Furono creati video e pubblicazioni in cui la cannabis/marijuana diventò sinonimo di peccato, pazzia, omicidio e stupro, depravazione morale, violenza inconsueta e disumana, il vero e unico crimine. Dai tabloid ai libri di avventura, dai fumetti a riviste come Cosmopolitan (tutti di proprietà di Hearst), non c’era pubblicazione che non desse settimanalmente il suo contributo alla folle demonizzazione della marijuana.
L’america puritana trovò il suo nemico e Aslinger estese la paura del contagio a tutta la popolazione (come succede ancora oggi grazie a governi che proteggono interessi loro e dei trafficanti globali giocando su concetti ignoranti e indecenti – n.d.a.).
In poco tempo fu presentata in parlamento una legge che proibiva ogni uso della marijuana, nonostante il composto psicotropico chiamato THC si trovi solo nei fiori e nelle foglie, Aslinger riuscì a far proibire la totale coltivazione.
La maggior parte dei senatori che votarono non sapevano nemmeno che marijuana e canapa fossero la stessa cosa.
La stessa canapa usata con successo e ammirazione per secoli e secoli.
Senza dibattiti e senza fondamenti scientifici, nel 1937 il Marijuana Tax Act venne approvato dal presidente Roosvelt e rese illegale la pianta.
Iniziò la guerra alla canapa e gli arresti vennero pubblicizzati in modo incredibile sui giornali di Hearst.
Il sindaco di New York Fiorello La Guardia commissionò la prima ricerca scientifica sulla cannabis che grazie a 31 scienziati ed in 5 anni di lavoro, diede nel ’44 i seguenti risultati:
– non causa pazzia
– non causa dipendenza
– non causa malattie
– non causa isterici bisogni sessuali
– non causa violenza o comportamenti antisociali
– non causa cambiamenti di personalità
e così via…
Il rapporto fu distrutto da Aslinger che in pronta risposta associò la cannabis ad eroina e cocaina, quindi a drogati cronici, ladri ecc
Tutto questo portò a nuove leggi che aumentarono le condanne fino a 10 anni per possesso e carcere a vita per il secondo arresto.
Presto Aslinger coronò la sua carriera arrivando alle nazioni unite e sfruttando la leva di potere degli stati uniti, ricattò l’onu costringendolo nel ’61 ad unificare tutti i trattati contro la cannabis, rendendola di fatto illegale in quasi tutto il pianeta (151 nazioni costrette da un tribunale internazionale ad eradicare e punire al più presto e nel modo più violento possibile ogni uso e coltivazione di cannabis) con la Single Convention On Narcotic Drugs 1961.
Le industrie petrolchimiche avevano vinto la loro battaglia mentre ancora oggi assistiamo ai risultati di questa folle guerra voluta da alcuni uomini potenti senza alcun riguardo se non per i loro guadagni, tramite inquinamento, deforestazione, riscaldamento globale, inquinamento atmosferico e di falde acquifere, fiumi e fondali marini, estinzione di razze animali ecc per non parlare della schiavitù dal petrolio, da cui potremmo liberarci in qualsiasi momento se si tornasse ad utilizzare la cannabis come base per tutti i prodotti combustibili.
Qualche anno dopo, Nixon creò la poderosa DEA, che aveva il compito di combattere il traffico e l’uso della droga in tutti gli stati uniti, e grazie ad uno statuto speciale essi poterono cominciare a spiare le comunicazioni di tutti i cittadini ed irrompere senza mandato in ogni abitazione, questo anche e soprattutto per controllare minoranze di colore. ….”
Ecco come e perchè questa pianta è illegale e il suo uso sia considerato al pari di droghe ben più potenti e pericolose.

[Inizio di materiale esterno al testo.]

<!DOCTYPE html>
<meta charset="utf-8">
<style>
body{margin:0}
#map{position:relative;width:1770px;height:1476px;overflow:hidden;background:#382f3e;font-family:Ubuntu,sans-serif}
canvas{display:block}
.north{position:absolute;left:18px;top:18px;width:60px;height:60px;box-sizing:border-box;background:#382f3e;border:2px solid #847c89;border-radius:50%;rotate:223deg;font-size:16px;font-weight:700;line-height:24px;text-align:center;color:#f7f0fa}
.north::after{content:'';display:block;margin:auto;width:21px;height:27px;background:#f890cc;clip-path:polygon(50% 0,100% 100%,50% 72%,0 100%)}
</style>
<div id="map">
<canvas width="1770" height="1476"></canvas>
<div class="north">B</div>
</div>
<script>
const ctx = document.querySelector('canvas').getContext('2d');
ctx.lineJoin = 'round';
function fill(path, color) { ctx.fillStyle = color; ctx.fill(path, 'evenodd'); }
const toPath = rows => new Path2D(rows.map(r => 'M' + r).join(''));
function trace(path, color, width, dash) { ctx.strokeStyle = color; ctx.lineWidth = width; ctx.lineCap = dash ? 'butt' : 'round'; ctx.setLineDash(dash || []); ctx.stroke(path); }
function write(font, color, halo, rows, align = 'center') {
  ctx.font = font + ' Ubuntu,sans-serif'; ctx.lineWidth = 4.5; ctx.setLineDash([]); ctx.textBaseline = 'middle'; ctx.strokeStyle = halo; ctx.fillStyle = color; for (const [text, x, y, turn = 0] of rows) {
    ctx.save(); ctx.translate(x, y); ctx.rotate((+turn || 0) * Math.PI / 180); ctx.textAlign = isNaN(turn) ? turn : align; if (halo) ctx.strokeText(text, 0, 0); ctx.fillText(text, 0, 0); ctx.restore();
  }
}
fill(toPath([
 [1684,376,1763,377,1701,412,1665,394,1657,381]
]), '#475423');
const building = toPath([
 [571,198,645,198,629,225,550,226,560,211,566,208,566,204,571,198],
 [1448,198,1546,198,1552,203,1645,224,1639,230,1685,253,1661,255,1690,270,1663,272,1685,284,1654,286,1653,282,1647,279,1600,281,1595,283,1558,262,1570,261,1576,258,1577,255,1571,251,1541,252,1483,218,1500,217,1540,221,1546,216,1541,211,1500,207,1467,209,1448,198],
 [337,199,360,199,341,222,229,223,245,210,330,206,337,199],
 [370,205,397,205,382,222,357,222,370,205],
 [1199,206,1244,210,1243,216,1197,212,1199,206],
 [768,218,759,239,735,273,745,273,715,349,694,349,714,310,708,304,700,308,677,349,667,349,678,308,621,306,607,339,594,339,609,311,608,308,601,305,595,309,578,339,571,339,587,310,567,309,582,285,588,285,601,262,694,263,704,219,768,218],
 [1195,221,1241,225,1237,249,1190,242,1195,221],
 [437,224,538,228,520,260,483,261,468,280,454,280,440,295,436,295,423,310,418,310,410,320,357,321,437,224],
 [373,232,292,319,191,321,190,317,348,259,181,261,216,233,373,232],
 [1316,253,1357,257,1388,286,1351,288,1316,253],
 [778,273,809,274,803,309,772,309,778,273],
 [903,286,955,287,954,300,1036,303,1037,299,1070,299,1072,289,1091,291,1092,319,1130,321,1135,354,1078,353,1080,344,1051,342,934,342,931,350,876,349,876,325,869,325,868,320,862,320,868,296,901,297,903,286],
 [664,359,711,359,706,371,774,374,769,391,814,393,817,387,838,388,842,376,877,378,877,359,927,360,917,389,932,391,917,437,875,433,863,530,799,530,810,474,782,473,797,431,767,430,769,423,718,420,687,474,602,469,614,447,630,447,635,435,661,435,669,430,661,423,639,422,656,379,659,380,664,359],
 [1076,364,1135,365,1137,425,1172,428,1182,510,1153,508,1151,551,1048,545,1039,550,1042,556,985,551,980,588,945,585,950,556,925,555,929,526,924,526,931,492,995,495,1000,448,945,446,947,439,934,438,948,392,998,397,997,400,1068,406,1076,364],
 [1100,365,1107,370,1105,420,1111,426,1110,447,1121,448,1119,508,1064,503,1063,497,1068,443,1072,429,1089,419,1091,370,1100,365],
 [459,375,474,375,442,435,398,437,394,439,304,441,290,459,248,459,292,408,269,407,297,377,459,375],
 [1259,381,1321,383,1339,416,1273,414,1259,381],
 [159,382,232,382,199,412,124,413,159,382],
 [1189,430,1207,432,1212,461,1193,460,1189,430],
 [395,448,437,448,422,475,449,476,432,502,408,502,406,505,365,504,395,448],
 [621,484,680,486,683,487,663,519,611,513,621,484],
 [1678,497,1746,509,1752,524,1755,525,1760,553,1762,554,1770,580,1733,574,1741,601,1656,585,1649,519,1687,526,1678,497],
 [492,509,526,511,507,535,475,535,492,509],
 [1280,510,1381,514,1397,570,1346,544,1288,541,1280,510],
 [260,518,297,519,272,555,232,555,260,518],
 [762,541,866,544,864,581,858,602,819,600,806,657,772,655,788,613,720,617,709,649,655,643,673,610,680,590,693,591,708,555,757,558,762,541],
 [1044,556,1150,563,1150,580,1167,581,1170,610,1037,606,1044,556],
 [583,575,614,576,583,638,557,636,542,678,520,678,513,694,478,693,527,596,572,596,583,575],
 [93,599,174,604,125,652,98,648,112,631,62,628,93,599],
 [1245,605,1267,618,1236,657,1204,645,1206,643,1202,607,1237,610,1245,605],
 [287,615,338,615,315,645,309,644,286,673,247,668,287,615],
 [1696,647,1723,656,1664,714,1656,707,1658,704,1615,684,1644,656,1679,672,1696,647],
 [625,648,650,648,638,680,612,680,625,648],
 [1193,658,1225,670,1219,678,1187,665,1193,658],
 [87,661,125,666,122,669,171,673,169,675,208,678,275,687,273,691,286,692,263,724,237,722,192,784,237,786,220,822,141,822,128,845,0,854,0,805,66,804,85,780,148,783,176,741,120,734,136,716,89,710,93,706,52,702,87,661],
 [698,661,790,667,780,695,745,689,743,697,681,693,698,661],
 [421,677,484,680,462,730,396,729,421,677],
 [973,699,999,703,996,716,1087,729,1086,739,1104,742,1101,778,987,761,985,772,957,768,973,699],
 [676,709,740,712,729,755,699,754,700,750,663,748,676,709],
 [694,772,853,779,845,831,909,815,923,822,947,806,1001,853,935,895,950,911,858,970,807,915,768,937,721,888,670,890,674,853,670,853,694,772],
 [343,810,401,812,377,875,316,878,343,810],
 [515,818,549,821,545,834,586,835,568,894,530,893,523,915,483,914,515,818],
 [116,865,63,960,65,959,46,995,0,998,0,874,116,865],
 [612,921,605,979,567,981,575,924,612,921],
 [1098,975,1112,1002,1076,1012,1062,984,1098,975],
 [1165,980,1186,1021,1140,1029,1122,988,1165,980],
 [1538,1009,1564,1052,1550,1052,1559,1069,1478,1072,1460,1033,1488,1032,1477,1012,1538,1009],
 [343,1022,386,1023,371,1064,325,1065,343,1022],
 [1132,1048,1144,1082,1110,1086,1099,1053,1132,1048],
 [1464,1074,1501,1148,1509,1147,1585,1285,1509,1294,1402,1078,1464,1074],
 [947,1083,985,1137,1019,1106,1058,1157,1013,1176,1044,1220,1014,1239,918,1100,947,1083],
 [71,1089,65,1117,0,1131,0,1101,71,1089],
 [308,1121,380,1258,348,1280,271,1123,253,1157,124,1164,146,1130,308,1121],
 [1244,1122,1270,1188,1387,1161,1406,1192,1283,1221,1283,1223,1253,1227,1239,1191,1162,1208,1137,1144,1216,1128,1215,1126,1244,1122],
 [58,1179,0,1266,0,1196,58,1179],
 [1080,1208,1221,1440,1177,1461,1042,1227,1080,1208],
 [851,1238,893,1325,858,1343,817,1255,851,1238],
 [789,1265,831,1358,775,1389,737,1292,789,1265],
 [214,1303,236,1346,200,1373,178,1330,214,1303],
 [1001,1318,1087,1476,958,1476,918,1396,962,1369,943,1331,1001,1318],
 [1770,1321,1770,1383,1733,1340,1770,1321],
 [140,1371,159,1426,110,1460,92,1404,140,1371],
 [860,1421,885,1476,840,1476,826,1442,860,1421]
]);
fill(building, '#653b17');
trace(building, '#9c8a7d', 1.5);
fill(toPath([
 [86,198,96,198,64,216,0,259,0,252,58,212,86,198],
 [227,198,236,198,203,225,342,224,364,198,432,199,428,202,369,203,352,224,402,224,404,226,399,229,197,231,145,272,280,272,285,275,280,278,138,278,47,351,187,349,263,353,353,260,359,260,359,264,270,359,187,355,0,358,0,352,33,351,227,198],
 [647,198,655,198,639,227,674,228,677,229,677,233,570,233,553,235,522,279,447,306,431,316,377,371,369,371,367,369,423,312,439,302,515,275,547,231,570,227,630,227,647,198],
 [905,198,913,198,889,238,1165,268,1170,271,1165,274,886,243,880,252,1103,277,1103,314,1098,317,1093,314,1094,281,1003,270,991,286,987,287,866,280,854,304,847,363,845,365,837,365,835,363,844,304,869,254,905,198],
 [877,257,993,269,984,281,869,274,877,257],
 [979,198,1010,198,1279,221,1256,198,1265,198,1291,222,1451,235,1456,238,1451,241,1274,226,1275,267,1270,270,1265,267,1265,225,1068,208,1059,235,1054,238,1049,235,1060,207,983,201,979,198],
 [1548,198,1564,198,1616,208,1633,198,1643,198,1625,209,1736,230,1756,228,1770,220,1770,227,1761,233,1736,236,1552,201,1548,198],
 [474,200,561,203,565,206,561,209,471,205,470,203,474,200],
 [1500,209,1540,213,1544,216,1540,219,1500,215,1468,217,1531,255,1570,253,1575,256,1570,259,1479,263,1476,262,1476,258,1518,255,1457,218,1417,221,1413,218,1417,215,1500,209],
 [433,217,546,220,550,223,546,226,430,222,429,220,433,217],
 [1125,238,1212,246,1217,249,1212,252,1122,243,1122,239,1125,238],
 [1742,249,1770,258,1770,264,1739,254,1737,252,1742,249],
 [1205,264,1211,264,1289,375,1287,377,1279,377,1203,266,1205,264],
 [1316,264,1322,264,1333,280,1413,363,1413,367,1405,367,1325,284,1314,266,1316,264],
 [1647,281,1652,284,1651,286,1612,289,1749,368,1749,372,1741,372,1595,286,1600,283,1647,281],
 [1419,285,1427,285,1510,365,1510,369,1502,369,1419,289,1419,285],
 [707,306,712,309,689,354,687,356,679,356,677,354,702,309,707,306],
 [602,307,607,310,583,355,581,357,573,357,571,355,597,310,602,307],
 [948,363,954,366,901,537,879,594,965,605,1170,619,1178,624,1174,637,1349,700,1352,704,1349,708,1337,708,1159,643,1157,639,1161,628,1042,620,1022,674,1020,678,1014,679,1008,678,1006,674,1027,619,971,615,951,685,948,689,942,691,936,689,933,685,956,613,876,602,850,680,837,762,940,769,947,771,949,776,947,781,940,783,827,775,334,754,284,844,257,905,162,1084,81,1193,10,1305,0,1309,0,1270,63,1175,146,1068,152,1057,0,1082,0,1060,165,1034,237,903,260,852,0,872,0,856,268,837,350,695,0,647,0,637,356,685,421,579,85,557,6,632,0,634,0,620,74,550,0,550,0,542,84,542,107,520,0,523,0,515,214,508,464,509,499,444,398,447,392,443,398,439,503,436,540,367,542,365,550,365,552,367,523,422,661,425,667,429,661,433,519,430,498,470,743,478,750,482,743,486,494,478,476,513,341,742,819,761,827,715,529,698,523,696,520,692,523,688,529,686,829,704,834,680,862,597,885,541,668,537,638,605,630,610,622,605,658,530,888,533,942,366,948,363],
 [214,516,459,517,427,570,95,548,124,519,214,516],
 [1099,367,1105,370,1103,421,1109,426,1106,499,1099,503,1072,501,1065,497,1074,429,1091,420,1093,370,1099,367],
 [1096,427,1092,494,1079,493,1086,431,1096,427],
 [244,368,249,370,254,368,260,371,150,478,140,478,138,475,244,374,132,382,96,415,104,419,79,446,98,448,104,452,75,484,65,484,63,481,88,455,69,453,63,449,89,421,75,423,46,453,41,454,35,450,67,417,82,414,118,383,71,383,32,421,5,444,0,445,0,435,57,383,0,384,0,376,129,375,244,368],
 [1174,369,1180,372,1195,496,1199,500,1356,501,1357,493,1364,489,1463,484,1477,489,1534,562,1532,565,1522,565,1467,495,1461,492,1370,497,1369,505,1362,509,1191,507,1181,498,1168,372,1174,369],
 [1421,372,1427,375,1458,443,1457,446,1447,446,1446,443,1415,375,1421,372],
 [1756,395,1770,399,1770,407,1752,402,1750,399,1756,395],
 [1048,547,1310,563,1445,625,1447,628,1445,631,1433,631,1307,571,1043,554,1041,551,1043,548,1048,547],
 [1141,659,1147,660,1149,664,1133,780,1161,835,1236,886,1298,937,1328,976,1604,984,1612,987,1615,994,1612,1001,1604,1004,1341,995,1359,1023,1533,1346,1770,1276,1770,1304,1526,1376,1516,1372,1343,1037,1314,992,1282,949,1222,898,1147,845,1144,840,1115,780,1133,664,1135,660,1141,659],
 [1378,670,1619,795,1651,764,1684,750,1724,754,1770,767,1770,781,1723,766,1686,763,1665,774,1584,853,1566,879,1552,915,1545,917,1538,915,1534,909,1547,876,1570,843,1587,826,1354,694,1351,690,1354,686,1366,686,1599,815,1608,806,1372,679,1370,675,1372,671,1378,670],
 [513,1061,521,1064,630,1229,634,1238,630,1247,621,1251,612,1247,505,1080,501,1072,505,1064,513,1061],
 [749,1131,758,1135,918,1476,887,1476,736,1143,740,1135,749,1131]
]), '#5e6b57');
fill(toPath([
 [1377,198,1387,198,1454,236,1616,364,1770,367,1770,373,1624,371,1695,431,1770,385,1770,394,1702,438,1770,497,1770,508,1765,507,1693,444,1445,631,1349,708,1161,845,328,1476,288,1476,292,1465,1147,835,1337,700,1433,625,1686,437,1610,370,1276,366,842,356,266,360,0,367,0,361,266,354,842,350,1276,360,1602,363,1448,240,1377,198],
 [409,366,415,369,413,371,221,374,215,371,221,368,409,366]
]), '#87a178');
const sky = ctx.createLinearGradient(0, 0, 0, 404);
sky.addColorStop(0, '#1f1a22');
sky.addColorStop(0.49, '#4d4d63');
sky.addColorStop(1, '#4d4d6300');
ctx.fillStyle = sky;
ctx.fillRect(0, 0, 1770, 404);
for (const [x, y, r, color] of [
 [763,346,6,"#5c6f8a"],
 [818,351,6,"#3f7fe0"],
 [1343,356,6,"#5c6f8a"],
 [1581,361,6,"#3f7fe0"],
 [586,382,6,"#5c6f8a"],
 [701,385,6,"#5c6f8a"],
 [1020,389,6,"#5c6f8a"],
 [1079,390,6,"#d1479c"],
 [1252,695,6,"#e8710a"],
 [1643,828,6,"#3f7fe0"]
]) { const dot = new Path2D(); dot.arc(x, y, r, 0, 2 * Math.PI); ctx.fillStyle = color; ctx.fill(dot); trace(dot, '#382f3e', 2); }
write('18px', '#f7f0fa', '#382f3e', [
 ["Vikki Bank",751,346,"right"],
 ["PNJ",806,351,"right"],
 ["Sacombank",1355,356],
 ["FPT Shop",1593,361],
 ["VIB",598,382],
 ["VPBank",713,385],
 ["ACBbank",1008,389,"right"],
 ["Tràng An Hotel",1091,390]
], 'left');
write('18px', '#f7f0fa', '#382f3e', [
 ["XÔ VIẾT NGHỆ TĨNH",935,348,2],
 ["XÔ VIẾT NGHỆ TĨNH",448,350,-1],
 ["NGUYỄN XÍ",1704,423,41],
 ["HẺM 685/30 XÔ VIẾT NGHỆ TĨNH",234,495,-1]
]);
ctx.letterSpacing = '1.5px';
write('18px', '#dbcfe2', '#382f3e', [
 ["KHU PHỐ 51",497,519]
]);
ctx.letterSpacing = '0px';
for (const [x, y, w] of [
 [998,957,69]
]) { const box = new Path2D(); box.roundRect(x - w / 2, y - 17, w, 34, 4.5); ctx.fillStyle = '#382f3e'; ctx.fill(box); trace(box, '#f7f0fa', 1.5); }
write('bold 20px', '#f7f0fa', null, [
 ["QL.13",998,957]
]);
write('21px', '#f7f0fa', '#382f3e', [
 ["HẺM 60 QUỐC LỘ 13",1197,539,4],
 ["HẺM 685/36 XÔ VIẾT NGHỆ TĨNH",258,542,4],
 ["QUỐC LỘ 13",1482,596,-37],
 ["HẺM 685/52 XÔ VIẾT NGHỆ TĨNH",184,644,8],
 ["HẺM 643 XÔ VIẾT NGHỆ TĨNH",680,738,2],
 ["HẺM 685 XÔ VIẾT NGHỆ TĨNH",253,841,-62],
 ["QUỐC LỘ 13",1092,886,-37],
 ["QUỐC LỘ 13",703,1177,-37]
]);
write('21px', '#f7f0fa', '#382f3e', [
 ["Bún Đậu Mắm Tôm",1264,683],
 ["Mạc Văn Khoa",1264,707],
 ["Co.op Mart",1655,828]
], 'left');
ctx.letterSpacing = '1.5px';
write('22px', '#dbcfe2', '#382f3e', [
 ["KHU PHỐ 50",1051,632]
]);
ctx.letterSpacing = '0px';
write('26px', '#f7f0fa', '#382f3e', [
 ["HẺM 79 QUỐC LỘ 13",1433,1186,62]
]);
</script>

In Italia si sono suicidati centinaia di giovani arrestati per possesso e la metà delle persone in carcere o in attesa di giudizio sono in quella situazione per possesso o uso.
Mentre la macchina giudiziaria rallenta chissà come mai sulla corruzione, crimini mafiosi e/politici.

L’unico vero problema nell’uso di cannabis, sta nel fatto che ti permette di staccarti dai problemi emotivi della vita quotidiana, e spesso viene usata a livello inconscio per nasconderli quando, almeno secondo il mio modesto punto di vista, sarebbe bene mettersi in vero contatto con il proprio cuore, il proprio vero Io o Sè Superiore, trovare la propria strada nella vita e connettersi ad un vero controllo delle proprie emozioni.
A quel punto il semplice fumare una canna diventa esclusivamente un divertimento.
Sta solo a noi e alla nostra consapevolezza.
Non certo ad una serie di leggi folli ed ingiuste, alla propaganda e all’ignoranza delle masse giudicare.

Ecco ora uno sguardo il più obiettivo possibile sui veri effetti benefici di questa pianta.

Una volta che si conosce il sistema endocannabinoide nel corpo, si capisce perchè la cannabis può realmente curare numerose malattie.
La medicina dovrebbe essere naturale, non un esperimento chimico con effetti collaterali e potenzialmente fatali.
Qualcosa che ci fa sentire meglio, non peggio.
Decenni di ricerca scientifica dimostrano quanto segue (e molto molto di più):

– 1 – Cancro alla Prostata – Uno studio del 2009 pubblicato sul British Journal of Cancer suggerisce che il cancro alla prostata può essere inibito con cannabinoidi.

– 2 – Depressione – Studio del 2015 sul Journal of Neuroscience

– 3 – Disturbo da deficit di attenzione e iperattività (AHDH) – Disturbo comportamentale mai del tutto definito e accertato, secondo il Dr. David Bearman la cannabis aumenta la dopamina nel cervello regolarizzando impulsività e messa a fuoco della vista.

– 4 – Malattia di Crohn – Malattia infiammatoria intestinale curabile con la cannabis.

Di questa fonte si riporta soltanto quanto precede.